Yulia Kuzina

Personal information
- Full name: Yuliya Valeryevna Kuzina
- Born: 25 October 1976 (age 49) Orsk, Orenburg Oblast, Russian SFSR
- Occupation: Judoka
- Height: 1.66 m (5 ft 5 in)

Sport
- Country: Russia
- Sport: Judo
- Weight class: ‍–‍63 kg, ‍–‍70 kg
- Club: Dynamo Orsk

Achievements and titles
- Olympic Games: R16 (2008)
- World Champ.: 9th (1999)
- European Champ.: ‹See Tfd› (2004)

Medal record
Women's judo
Representing Russia
European Championships
| Bronze medal – third place | 2004 Bucharest | ‍–‍63 kg |

Profile at external databases
- IJF: 52717, 53151
- JudoInside.com: 8630

= Yulia Kuzina =

Russian Olympic judoka

Yuliya Valeryevna Kuzina (also Yulia Kuzina, Юлия Валерьевна Кузина; born 25 October 1976, in Orsk, Orenburg Oblast) is a Russian judoka, who played for the middleweight category. She won a bronze medal for the 63 kg division at the 2004 European Judo Championships in Bucharest, Romania. Merited Master of Sport of Russia (2001).

== Career ==
Kuzina made her official debut for the 2000 Summer Olympics in Sydney, where she competed in the women's middleweight class (70 kg). She defeated Côte d'Ivoire's Lea Zahoui Blavo in the preliminary rounds, before losing out the quarterfinal match by an ippon and an uchi mata (inner thigh throw) to South Korea's Cho Min-Sun. Kuzina offered another shot for the bronze medal by entering the repechage bouts, but she lost her first match, with three yuko and a harai makikomi (hip sweep wraparound), to Italy's Ylenia Scapin.

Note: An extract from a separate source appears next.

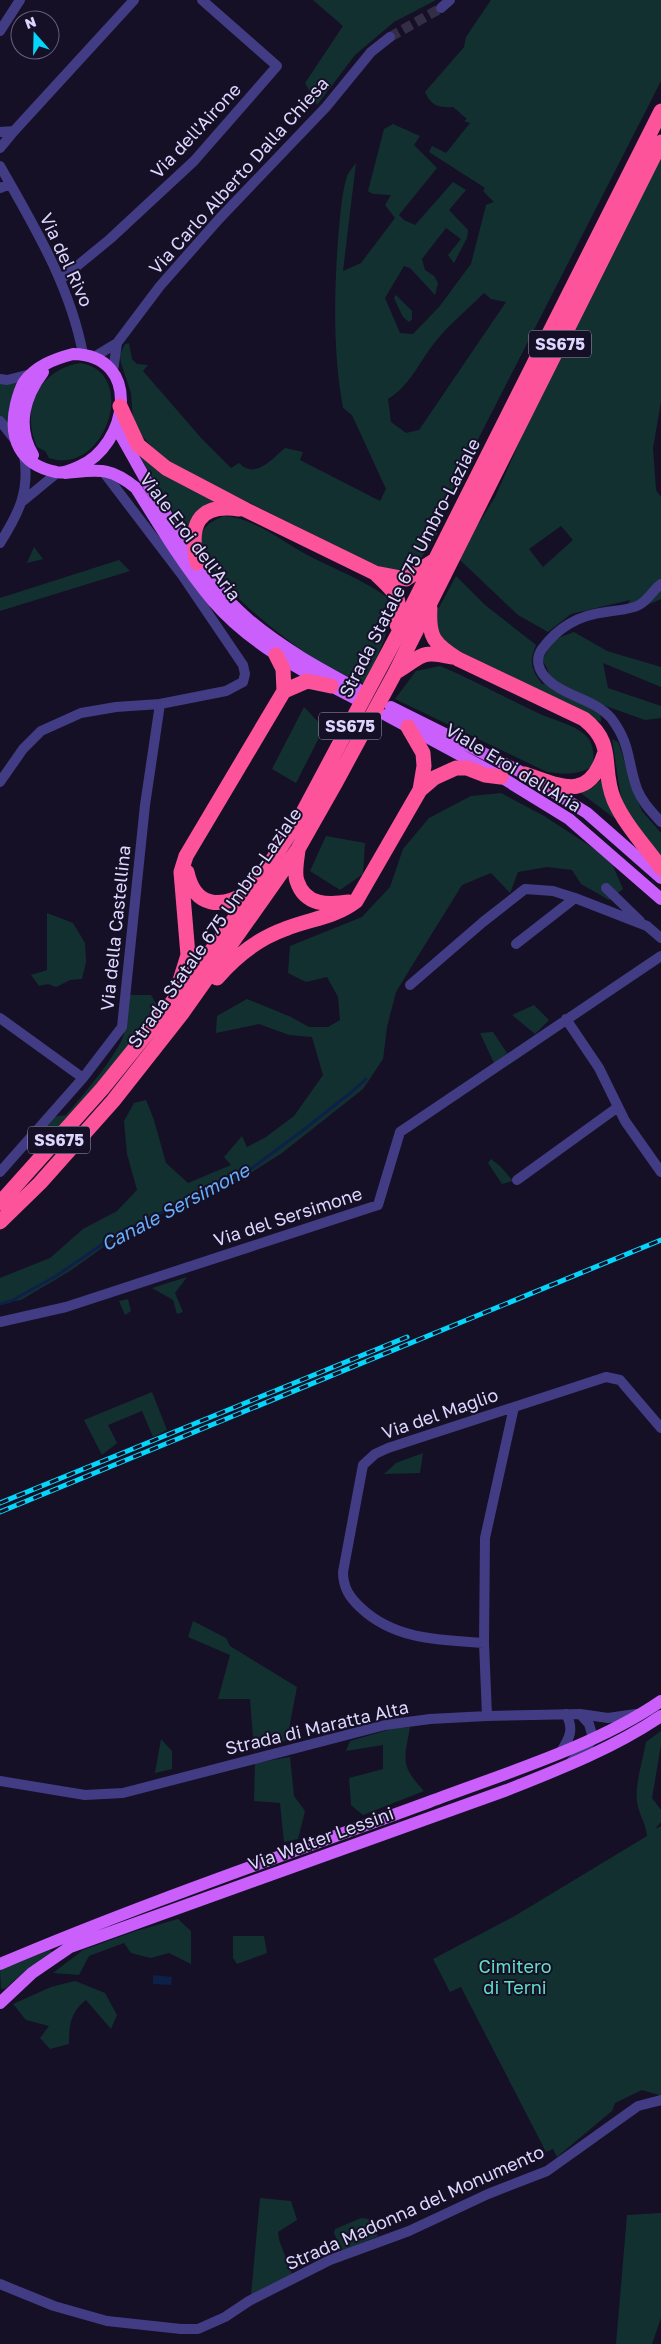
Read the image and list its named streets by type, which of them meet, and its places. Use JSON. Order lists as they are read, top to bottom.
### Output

Eight years after competing in her first Olympics, Kuzina qualified for the women's 70 kg class, as a 31-year-old, at the 2008 Summer Olympics in Beijing, by placing fifth from the European Judo Championships in Lisbon. Kuzina lost the preliminary round of sixteen match, by a yuko, to Hungary's Anett Mészáros, although she received two shidos (penalties) for using the non-combativity technique.